Collected data

· · · · · · ·

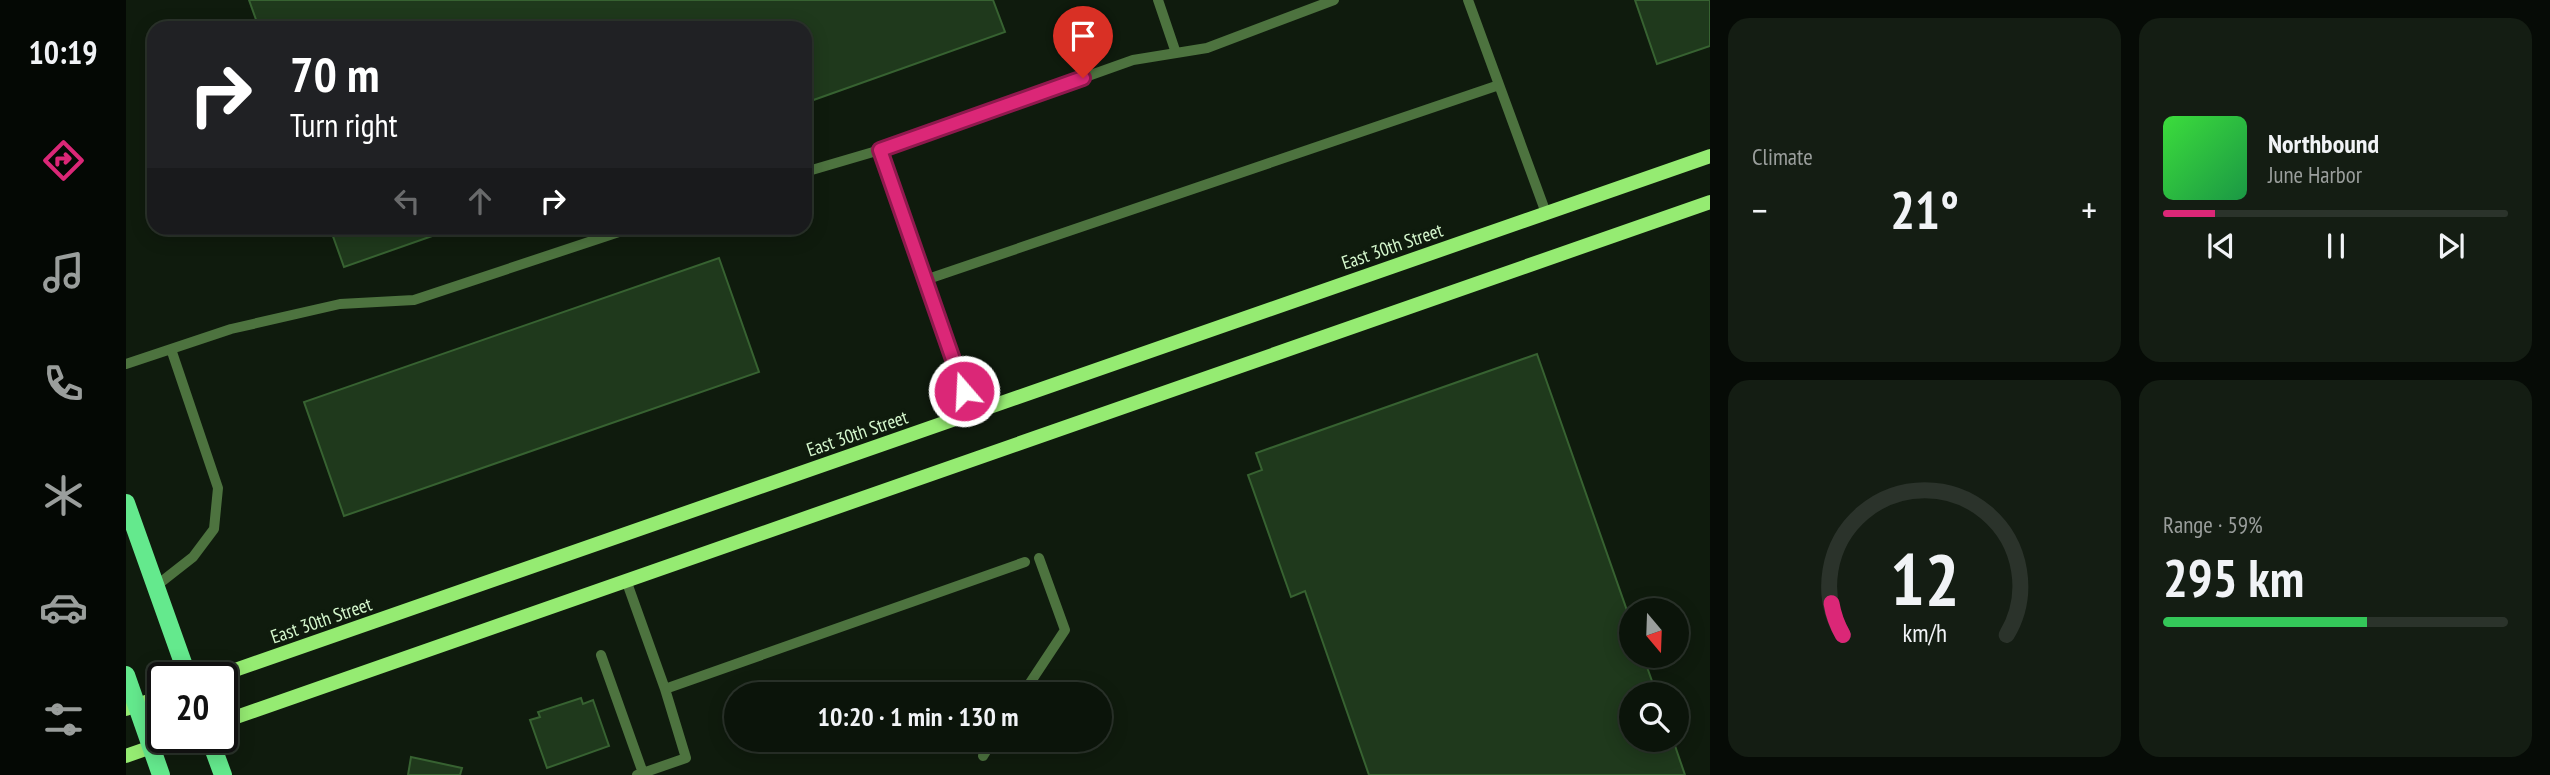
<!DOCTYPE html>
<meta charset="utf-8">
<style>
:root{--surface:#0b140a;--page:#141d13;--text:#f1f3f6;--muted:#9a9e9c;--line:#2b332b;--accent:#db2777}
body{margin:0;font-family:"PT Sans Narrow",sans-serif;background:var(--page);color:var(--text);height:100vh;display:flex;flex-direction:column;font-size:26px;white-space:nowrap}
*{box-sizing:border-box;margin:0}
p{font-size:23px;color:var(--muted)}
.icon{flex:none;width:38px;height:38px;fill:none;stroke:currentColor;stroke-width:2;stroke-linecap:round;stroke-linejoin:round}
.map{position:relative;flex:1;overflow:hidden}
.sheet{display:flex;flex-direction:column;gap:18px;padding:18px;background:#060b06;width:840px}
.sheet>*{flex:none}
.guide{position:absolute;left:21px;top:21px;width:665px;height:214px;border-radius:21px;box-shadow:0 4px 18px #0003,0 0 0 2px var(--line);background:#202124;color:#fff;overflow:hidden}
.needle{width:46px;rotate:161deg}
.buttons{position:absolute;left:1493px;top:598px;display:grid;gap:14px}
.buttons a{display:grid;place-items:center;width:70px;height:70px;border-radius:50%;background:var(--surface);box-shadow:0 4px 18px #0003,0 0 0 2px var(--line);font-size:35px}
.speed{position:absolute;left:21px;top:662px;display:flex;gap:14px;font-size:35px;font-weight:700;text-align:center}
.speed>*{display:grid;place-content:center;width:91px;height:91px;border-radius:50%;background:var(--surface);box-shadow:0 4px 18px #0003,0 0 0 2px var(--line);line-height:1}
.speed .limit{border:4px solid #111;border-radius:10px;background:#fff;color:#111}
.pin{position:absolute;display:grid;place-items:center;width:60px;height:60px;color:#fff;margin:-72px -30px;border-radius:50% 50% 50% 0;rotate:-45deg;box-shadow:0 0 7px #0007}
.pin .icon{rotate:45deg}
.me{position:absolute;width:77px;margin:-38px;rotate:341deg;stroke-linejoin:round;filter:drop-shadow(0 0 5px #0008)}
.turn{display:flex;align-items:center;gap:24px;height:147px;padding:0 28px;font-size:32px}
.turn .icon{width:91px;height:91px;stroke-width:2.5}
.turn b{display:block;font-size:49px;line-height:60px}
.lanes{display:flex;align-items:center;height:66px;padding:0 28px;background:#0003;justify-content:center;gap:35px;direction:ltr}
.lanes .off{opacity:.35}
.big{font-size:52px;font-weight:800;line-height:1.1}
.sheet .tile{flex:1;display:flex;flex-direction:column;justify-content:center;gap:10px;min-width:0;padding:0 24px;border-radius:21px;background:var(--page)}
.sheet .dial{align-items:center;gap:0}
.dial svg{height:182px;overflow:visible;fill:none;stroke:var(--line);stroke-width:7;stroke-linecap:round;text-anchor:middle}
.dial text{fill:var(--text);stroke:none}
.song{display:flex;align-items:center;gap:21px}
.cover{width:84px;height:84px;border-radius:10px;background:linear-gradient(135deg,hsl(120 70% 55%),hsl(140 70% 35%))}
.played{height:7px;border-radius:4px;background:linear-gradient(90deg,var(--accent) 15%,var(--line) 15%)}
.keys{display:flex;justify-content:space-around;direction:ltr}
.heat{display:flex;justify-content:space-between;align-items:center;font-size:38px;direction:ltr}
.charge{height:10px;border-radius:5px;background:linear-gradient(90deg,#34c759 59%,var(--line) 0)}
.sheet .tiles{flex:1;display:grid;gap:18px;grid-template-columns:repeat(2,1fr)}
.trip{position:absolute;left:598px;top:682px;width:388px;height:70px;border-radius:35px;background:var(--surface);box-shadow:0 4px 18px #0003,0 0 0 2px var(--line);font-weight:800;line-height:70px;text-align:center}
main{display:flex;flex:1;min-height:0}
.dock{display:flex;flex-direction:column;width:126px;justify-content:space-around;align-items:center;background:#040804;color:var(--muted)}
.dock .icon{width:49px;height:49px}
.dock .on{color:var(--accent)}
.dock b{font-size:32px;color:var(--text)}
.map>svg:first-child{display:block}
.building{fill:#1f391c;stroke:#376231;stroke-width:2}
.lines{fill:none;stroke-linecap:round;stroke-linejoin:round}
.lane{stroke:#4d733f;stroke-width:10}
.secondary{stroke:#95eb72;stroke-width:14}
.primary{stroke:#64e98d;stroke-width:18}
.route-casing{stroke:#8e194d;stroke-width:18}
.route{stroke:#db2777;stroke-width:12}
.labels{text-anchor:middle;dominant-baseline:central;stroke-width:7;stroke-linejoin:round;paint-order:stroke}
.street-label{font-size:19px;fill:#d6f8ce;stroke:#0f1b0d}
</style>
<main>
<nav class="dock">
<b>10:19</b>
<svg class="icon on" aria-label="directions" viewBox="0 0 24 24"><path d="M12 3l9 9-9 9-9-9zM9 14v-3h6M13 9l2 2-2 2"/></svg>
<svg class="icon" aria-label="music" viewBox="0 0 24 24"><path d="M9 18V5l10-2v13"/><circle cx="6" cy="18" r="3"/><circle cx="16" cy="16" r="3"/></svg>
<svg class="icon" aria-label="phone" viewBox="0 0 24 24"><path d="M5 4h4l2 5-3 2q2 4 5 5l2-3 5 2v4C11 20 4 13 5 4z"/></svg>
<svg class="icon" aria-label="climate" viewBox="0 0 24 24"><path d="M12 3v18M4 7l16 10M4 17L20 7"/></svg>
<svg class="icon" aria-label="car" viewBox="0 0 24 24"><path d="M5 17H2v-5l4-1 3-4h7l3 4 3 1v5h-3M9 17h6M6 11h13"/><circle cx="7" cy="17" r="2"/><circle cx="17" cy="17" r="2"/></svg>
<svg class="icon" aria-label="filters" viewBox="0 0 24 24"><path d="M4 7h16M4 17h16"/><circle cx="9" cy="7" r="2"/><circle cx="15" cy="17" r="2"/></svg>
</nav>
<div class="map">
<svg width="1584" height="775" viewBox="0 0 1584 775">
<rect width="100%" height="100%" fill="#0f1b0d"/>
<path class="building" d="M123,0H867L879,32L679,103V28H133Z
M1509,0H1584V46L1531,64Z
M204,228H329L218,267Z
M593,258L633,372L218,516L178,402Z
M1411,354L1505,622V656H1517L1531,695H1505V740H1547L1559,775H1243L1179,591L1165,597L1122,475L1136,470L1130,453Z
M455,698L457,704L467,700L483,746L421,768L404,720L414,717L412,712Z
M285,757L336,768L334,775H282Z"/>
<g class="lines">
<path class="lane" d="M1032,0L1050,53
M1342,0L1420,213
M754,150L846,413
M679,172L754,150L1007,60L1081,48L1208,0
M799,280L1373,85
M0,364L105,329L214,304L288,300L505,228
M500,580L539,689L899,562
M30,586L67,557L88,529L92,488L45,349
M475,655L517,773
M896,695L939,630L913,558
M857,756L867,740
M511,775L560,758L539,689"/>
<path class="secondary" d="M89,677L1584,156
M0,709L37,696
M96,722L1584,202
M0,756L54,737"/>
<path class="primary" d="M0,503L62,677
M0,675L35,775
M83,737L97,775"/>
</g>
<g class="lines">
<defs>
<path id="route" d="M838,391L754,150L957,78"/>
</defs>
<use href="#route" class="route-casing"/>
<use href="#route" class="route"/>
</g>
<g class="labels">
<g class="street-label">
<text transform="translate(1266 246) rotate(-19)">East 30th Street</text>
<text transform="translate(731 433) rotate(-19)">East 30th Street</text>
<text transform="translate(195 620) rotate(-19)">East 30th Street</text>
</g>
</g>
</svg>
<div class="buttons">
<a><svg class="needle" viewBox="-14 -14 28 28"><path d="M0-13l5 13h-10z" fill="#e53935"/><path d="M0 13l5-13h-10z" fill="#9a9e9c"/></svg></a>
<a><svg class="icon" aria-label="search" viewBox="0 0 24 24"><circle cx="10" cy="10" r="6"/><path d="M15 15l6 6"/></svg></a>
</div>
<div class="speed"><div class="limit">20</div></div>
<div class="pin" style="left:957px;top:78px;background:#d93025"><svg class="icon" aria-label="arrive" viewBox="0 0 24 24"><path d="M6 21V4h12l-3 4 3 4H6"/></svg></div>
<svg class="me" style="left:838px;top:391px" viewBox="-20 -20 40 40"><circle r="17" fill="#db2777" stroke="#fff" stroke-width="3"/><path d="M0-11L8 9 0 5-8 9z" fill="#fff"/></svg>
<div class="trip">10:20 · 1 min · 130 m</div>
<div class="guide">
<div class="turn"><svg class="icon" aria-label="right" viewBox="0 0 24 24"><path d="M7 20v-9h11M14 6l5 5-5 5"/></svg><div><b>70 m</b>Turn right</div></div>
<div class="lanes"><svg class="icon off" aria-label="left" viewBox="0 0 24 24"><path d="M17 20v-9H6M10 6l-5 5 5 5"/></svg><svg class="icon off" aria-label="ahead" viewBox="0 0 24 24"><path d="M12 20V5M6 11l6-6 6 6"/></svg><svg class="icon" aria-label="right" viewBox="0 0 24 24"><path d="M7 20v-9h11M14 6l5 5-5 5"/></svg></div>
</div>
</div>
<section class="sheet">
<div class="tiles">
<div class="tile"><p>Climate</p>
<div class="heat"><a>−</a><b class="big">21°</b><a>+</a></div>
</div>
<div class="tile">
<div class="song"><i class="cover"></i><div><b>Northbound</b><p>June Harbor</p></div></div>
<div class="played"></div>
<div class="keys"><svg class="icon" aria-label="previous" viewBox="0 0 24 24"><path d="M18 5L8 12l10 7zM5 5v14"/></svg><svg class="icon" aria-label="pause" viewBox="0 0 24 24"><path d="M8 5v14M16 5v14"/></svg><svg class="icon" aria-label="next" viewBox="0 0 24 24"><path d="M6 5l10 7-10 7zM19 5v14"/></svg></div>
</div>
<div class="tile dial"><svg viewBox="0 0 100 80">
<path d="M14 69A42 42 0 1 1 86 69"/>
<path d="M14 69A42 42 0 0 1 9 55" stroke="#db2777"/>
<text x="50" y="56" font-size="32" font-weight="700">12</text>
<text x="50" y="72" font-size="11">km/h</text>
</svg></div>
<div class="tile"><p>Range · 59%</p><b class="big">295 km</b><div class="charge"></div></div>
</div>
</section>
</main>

· · · · · · ·

Each line of the entries where the string "gradient" occurs should be shown.

.cover{width:84px;height:84px;border-radius:10px;background:linear-gradient(135deg,hsl(120 70% 55%),hsl(140 70% 35%))}
.played{height:7px;border-radius:4px;background:linear-gradient(90deg,var(--accent) 15%,var(--line) 15%)}
.charge{height:10px;border-radius:5px;background:linear-gradient(90deg,#34c759 59%,var(--line) 0)}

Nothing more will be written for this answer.